• [EXERCISE AIM]
Write exactly, with no line omitted or added, the span beginning at the line that holds "min</h1><p>90 m ·" and ending at the last line of the records.

• [Dataset excerpts]
============
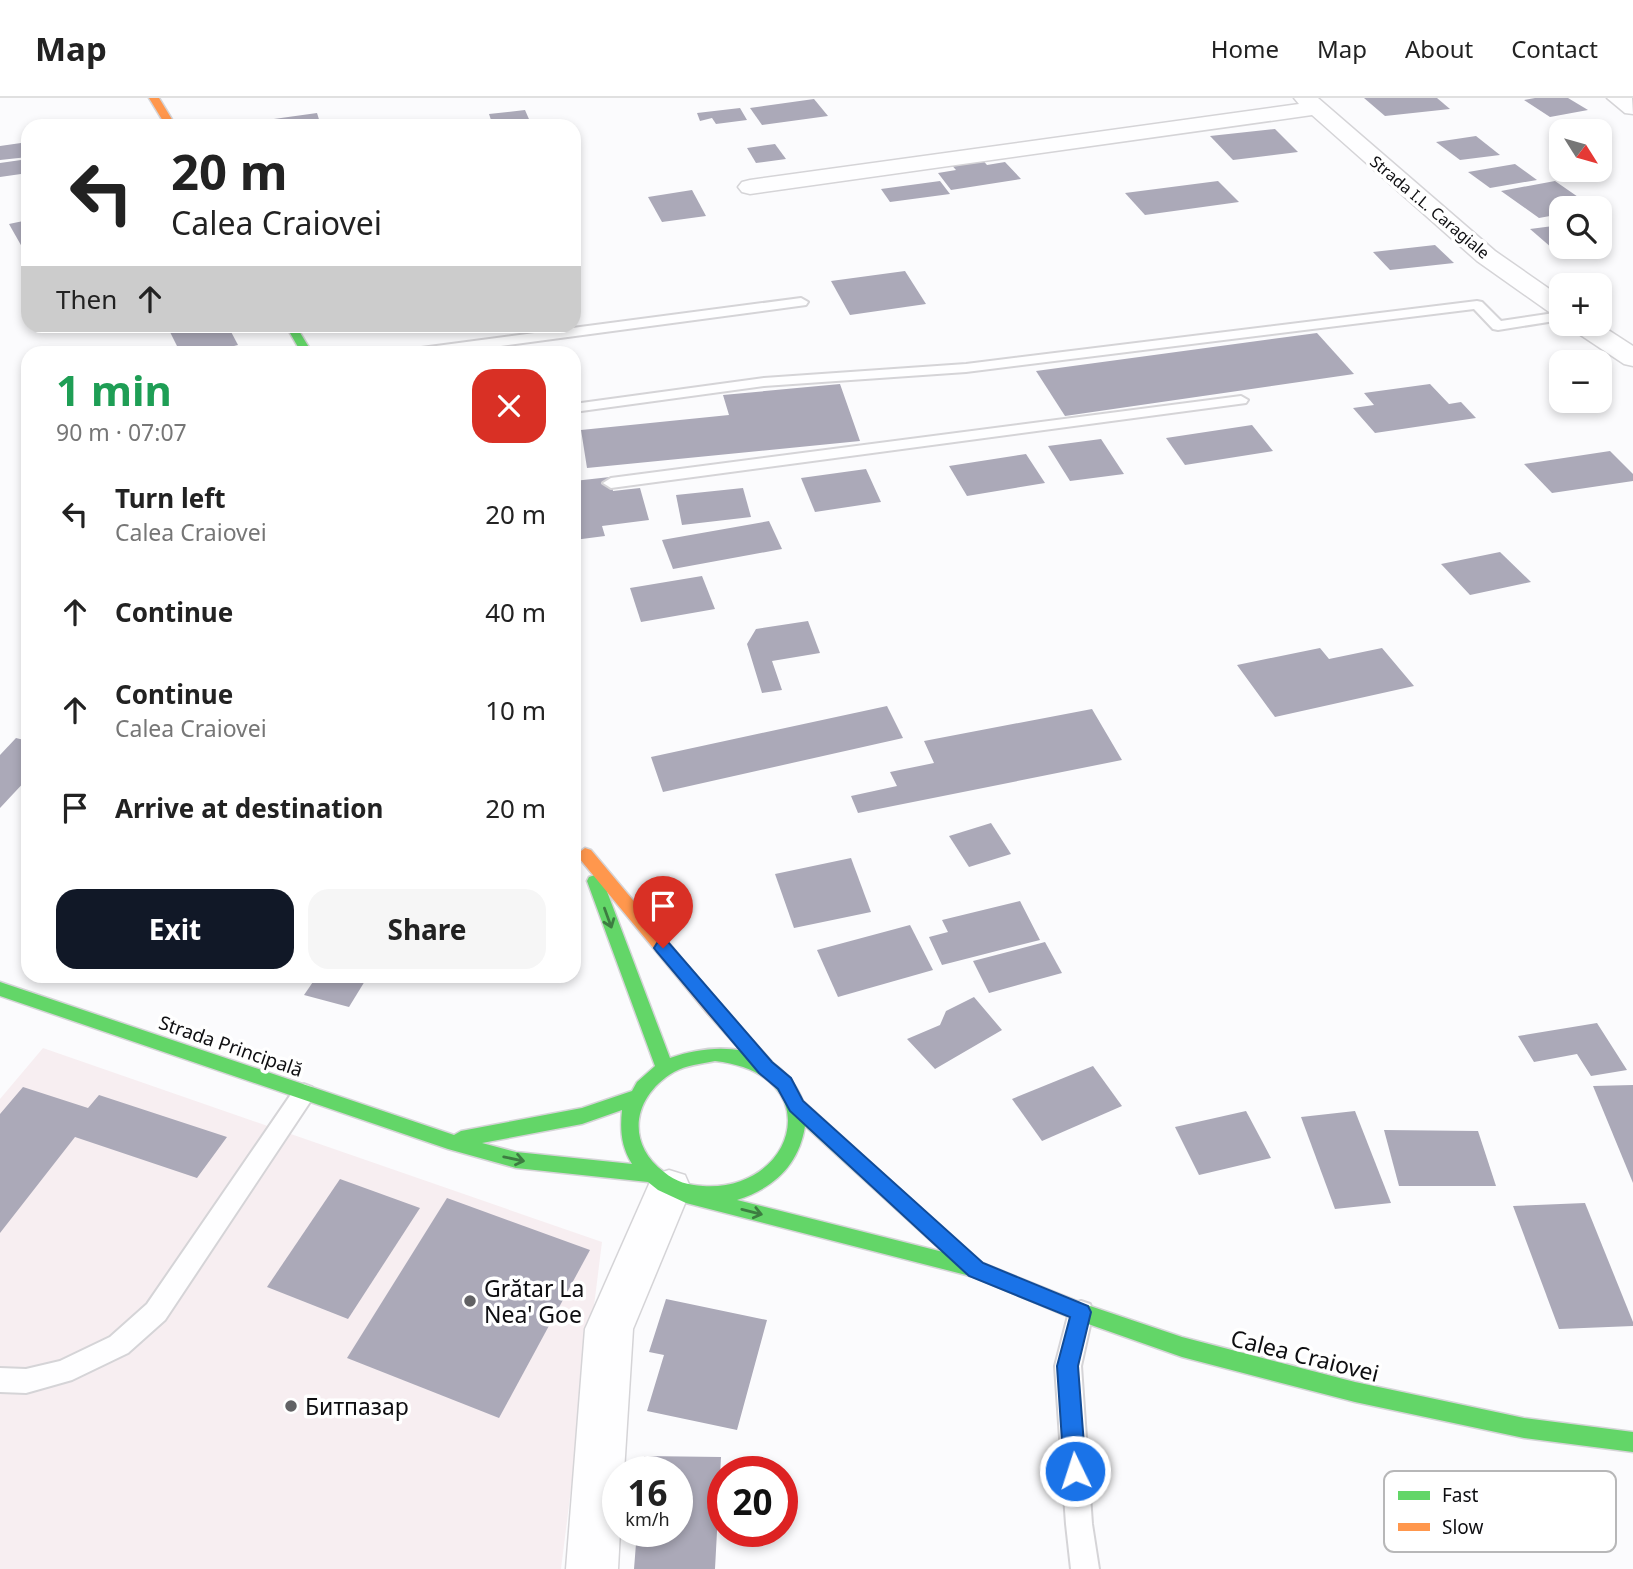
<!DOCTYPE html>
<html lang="en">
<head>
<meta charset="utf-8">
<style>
  body { margin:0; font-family:"Noto Sans",sans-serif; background:#f6f6f6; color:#222; height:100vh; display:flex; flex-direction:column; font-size:26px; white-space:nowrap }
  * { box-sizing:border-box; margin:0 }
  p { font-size:23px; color:#767676 }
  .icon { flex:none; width:38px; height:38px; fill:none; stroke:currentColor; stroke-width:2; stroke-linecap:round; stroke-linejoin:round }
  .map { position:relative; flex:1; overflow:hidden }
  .side { position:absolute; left:21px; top:248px; width:560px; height:637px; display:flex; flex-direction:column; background:#fff; border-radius:21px; box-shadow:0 4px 10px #0003 }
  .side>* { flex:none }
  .hud { position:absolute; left:21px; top:21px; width:560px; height:214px; border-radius:21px; box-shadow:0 4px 10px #0003; background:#fff; color:#222; overflow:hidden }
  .needle { width:46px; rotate:127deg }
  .buttons { position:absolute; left:1549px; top:21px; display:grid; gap:14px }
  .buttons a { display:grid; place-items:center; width:63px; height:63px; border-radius:14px; background:#fff; box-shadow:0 4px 10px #0003; font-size:35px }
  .speed { position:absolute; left:602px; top:1358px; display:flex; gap:14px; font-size:35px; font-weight:700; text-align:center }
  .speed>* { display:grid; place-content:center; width:91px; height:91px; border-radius:50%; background:#fff; box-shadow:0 4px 10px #0003; line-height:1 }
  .speed small { font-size:18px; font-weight:400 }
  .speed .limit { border:10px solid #d22; background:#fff; color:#111 }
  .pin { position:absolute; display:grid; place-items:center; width:60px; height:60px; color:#fff; margin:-72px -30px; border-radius:50% 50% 50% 0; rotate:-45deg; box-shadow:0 0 7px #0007 }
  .pin .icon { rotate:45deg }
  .me { position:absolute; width:77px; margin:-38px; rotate:356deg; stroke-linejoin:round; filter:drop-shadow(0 0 5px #0008) }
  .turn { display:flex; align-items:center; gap:24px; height:147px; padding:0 35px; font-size:32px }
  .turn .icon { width:91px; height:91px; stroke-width:2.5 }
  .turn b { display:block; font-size:49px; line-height:60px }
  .then { display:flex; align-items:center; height:66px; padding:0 35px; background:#0003; gap:14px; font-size:26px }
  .round { display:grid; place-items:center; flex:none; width:74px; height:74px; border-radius:21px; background:#f6f6f6 }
  .headline { display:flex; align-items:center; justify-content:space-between; height:119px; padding:0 35px }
  h1 { font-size:42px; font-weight:700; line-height:52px; color:#1e9e55 }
  .action { display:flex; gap:14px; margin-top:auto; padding:14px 35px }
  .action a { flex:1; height:80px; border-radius:21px; background:#111827; color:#fff; font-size:28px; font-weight:700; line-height:80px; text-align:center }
  .action a+a { background:#f6f6f6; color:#222 }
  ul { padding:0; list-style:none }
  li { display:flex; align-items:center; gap:21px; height:98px; padding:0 35px }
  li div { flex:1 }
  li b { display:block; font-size:26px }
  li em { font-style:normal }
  header { display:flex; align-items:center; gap:42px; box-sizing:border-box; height:98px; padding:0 35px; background:#fff; border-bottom:2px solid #e0e0e0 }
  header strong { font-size:33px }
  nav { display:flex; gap:38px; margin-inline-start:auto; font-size:24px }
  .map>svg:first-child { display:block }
</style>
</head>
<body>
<header>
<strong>Map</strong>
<nav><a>Home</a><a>Map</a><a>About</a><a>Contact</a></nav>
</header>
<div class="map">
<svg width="1633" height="1471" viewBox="0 0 1633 1471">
  <rect width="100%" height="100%" fill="#fbfbfd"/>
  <polygon fill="#f7eef1" points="43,950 602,1144 561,1471 0,1471 0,1001"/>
  <g fill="#aba9b8">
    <polygon points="1364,0 1437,0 1450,11 1385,18"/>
    <polygon points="1535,0 1568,0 1588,12 1550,19 1524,2"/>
    <polygon points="814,1 828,18 762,27 750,10"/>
    <polygon points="740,10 747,22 716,26 712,20 700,23 697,15"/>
    <polygon points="525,12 532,28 493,28 489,16"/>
    <polygon points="317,15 321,28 253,28 252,24"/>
    <polygon points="1275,31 1298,54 1233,62 1210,38"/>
    <polygon points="1476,38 1500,57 1460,62 1436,44"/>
    <polygon points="28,44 28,59 0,62 0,48"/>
    <polygon points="775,46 786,61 756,65 747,50"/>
    <polygon points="980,59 987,67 1005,64 1021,81 951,92 938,75 956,72 949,64"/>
    <polygon points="28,61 28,75 0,79 0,65"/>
    <polygon points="1515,66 1537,82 1490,90 1468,74"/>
    <polygon points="940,83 950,96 890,104 881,91"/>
    <polygon points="1218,83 1239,104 1145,117 1125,95"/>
    <polygon points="1555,83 1594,110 1561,110 1561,116 1539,120 1501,93"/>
    <polygon points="692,92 706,118 662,124 648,99"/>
    <polygon points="28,122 28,148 22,149 9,126"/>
    <polygon points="1561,127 1561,148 1552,150 1530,131"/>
    <polygon points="1435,147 1454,165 1390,172 1373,154"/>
    <polygon points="905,173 926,206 850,217 831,183"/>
    <polygon points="167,228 228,228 238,247 203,256 181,256"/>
    <polygon points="1317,235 1354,276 1065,318 1036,273"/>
    <polygon points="840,286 860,343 587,370 581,332 729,317 723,297"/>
    <polygon points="1430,286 1449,306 1461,304 1476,320 1375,335 1353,310 1374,307 1364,295"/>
    <polygon points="1252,327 1273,353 1185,367 1166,340"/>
    <polygon points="1101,341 1124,376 1070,383 1048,348"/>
    <polygon points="1610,353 1633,376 1633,383 1552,395 1524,366"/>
    <polygon points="1026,356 1045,385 967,398 949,368"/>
    <polygon points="866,371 881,404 815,414 801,380"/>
    <polygon points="610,379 613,393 640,390 649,422 602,428 605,438 574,442 574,383"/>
    <polygon points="743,390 751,419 682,427 676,397"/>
    <polygon points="769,423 782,451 673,471 662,442"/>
    <polygon points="1500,454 1531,484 1470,497 1441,466"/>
    <polygon points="702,478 715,511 641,524 630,490"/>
    <polygon points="808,523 820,555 772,563 782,592 762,595 747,546 756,531"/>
    <polygon points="1320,550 1329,561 1382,550 1414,588 1275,619 1237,567"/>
    <polygon points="887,608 903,640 663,694 651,659"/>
    <polygon points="1092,611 1122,662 858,715 851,698 897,688 890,674 934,665 924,643"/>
    <polygon points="16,640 28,643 28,680 0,710 0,657"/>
    <polygon points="991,725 1011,756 969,769 949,738"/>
    <polygon points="851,760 871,814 794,830 775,776"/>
    <polygon points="1020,803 1040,842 942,867 929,839 948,834 942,822"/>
    <polygon points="910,827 933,872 838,899 817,852"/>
    <polygon points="1045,844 1062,875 989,895 973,863"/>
    <polygon points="317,878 368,878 349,909 304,897"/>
    <polygon points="974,899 1002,932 935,971 907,941 940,927 946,913"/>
    <polygon points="1597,925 1627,972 1591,978 1577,956 1534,964 1518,938"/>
    <polygon points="1093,968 1122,1008 1042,1043 1012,1001"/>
    <polygon points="1633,987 1633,1085 1593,988"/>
    <polygon points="23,989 88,1010 99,997 227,1039 197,1080 75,1039 0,1135 0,1016"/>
    <polygon points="1246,1013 1271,1060 1199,1077 1175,1029"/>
    <polygon points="1355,1013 1391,1105 1335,1111 1301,1019"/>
    <polygon points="1384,1032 1478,1033 1496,1088 1399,1088"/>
    <polygon points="340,1081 420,1110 348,1221 267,1189"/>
    <polygon points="447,1100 590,1152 499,1320 347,1260"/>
    <polygon points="1585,1105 1633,1224 1633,1228 1559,1231 1513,1108"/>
    <polygon points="666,1201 767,1222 737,1332 647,1313 664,1257 649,1254"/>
    <polygon points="644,1358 721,1359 715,1471 634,1471 637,1433 677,1433 677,1374 643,1374"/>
  </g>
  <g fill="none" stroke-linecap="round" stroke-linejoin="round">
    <g stroke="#d5d4d7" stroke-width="4">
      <g id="lane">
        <polygon points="801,200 808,204 806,207 441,256 399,256 406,252"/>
        <polygon points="1477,203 1482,204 1501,223 1561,214 1561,222 1498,232 1493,231 1474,211 966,274 764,288 574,314 574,306 764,280 966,266"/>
        <polygon points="1241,298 1248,302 1246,305 611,390 603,385 611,380"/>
        <polygon points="304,986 312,989 315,995 312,1001 165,1222 128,1255 72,1282 26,1295 0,1294 0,1270 26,1271 60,1263 110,1239 147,1206 296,989"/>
        <polygon points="1081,1203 1090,1206 1093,1214 1081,1268 1092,1426 1099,1471 1071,1471 1066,1426 1055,1268 1069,1214 1072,1206"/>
      </g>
    </g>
    <g stroke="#d5d4d7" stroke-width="3">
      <g id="street">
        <polygon points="1294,0 1318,0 1495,153 1561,199 1561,219 1552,216 1477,163 1312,17 750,96 742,94 738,89 742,84 750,82 1299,6"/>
        <polygon points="1607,0 1632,0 1633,16 1625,15"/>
        <polygon points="1569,226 1599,226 1633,248 1633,268 1624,266 1573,232"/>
        <polygon points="669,1072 685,1077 691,1091 633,1231 624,1374 618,1374 618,1433 620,1433 618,1471 566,1471 585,1231 653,1077"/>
      </g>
    </g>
    <g stroke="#d5d4d7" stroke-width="3">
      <g id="fast">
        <polygon points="286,228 296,228 313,256 302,256"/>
        <path d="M595,777L601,779L603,783L670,960C721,942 779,947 803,1003L980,1164L1084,1206L1182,1239L1355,1284L1524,1320L1633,1334V1354L1524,1340L1355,1304L1182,1259L1074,1221L974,1179L686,1105L658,1092L648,1084L516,1070L448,1051L0,898V884L454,1037L461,1033L582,1010L632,993L637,984L655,968L587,783L589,779ZM715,963C830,976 796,1094 703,1088C688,1087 676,1084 664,1074C625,1045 633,998 674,974C686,967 701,966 715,963ZM622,1012C620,1032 621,1048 632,1066L516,1054L482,1045L582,1026ZM805,1028L943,1154L737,1102C774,1090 799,1067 805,1028Z"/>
      </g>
    </g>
    <g stroke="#d5d4d7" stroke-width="3">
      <g id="slow">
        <polygon points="149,0 159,0 176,28 166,28"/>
        <polygon points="585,750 591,752 719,905 772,964 775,969 772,974 766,976 760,974 707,915 579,760 577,756"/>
      </g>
    </g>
    <use href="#lane" fill="#fefeff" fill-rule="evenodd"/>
    <use href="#street" fill="#fefeff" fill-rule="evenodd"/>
    <use href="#fast" fill="#63d668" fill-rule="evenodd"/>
    <use href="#slow" fill="#ff974d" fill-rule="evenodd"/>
  </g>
  <defs><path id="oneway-shaft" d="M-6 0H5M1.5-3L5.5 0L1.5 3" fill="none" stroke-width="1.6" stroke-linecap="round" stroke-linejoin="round" transform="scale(1.75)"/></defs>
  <g stroke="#3d7c41">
    <use href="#oneway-shaft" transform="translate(608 820) rotate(70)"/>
    <use href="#oneway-shaft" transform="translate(514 1061) rotate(12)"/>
    <use href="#oneway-shaft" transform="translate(752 1114) rotate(14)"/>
  </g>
  <polygon fill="#1a73e8" stroke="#114b97" stroke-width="2" points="663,843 669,845 772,964 791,980 803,1003 983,1165 1088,1208 1091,1214 1078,1268 1086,1373 1083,1381 1075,1384 1068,1381 1064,1373 1057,1268 1070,1219 969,1178 790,1013 778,991 759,975 657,854 654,850 657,845"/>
  <g fill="#616164" stroke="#fff" stroke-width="2.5">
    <circle cx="470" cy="1203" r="7"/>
    <circle cx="291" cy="1308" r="7"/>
  </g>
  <g text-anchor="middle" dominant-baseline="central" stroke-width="7" stroke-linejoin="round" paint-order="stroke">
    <g font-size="16" fill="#0e0e11" stroke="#fff">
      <text transform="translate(1430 109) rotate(40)">Strada I.L. Caragiale</text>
    </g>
    <g font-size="19" fill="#0e0e11" stroke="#fff">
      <text transform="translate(231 948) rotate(19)">Strada Principală</text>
    </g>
    <g font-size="23" fill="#0e0e11" stroke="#fff" text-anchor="start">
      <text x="484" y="1190">Grătar La<tspan x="484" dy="26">Nea' Goe</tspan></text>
      <text x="305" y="1308">Битпазар</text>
    </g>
    <g font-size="23" fill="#0e0e11" stroke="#fff">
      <text transform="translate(1305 1257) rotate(14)">Calea Craiovei</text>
    </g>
  </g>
  <rect x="1384" y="1373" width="232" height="81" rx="10" fill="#fff" stroke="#b7b7b8" stroke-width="2"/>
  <rect x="1398" y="1393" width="32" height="9" fill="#63d668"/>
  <rect x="1398" y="1425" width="32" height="8" fill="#ff974d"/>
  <g font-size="19" fill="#0e0e11">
    <text x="1442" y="1404">Fast</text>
    <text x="1442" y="1436">Slow</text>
  </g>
</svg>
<div class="buttons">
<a><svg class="needle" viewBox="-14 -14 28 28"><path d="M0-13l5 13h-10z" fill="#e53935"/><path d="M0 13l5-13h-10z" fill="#767676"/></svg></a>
<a><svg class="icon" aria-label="search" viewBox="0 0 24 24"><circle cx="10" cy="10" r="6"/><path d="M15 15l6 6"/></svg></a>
<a>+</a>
<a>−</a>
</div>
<div class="speed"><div>16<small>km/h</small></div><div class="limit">20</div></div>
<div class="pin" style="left:663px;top:850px;background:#d93025"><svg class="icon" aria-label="arrive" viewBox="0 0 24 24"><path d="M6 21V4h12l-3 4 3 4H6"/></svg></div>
<svg class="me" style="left:1075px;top:1373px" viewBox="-20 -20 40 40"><circle r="17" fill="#1a73e8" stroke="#fff" stroke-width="3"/><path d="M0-11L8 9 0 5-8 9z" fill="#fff"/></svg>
<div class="hud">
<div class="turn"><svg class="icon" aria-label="left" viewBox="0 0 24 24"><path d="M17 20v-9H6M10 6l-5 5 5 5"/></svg><div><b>20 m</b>Calea Craiovei</div></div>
<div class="then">Then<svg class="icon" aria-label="ahead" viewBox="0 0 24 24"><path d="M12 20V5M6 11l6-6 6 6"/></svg></div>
</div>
<section class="side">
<div class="headline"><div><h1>1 min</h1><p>90 m · 07:07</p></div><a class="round" style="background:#d93025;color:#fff"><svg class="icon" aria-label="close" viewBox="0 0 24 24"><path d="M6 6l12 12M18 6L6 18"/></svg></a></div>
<ul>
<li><svg class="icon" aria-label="left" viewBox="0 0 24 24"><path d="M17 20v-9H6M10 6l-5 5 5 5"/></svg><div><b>Turn left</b><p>Calea Craiovei</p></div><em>20 m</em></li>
<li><svg class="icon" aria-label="ahead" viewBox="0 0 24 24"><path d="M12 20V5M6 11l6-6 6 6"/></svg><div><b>Continue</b></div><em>40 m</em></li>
<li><svg class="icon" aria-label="ahead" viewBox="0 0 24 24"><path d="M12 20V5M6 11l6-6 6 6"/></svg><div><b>Continue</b><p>Calea Craiovei</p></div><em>10 m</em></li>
<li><svg class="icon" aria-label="arrive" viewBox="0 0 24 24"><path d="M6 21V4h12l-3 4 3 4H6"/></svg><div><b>Arrive at destination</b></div><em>20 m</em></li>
</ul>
<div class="action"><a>Exit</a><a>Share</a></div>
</section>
</div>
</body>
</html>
============
• [RESPONSE TO THIS EXERCISE]
<div class="headline"><div><h1>1 min</h1><p>90 m · 07:07</p></div><a class="round" style="background:#d93025;color:#fff"><svg class="icon" aria-label="close" viewBox="0 0 24 24"><path d="M6 6l12 12M18 6L6 18"/></svg></a></div>
<ul>
<li><svg class="icon" aria-label="left" viewBox="0 0 24 24"><path d="M17 20v-9H6M10 6l-5 5 5 5"/></svg><div><b>Turn left</b><p>Calea Craiovei</p></div><em>20 m</em></li>
<li><svg class="icon" aria-label="ahead" viewBox="0 0 24 24"><path d="M12 20V5M6 11l6-6 6 6"/></svg><div><b>Continue</b></div><em>40 m</em></li>
<li><svg class="icon" aria-label="ahead" viewBox="0 0 24 24"><path d="M12 20V5M6 11l6-6 6 6"/></svg><div><b>Continue</b><p>Calea Craiovei</p></div><em>10 m</em></li>
<li><svg class="icon" aria-label="arrive" viewBox="0 0 24 24"><path d="M6 21V4h12l-3 4 3 4H6"/></svg><div><b>Arrive at destination</b></div><em>20 m</em></li>
</ul>
<div class="action"><a>Exit</a><a>Share</a></div>
</section>
</div>
</body>
</html>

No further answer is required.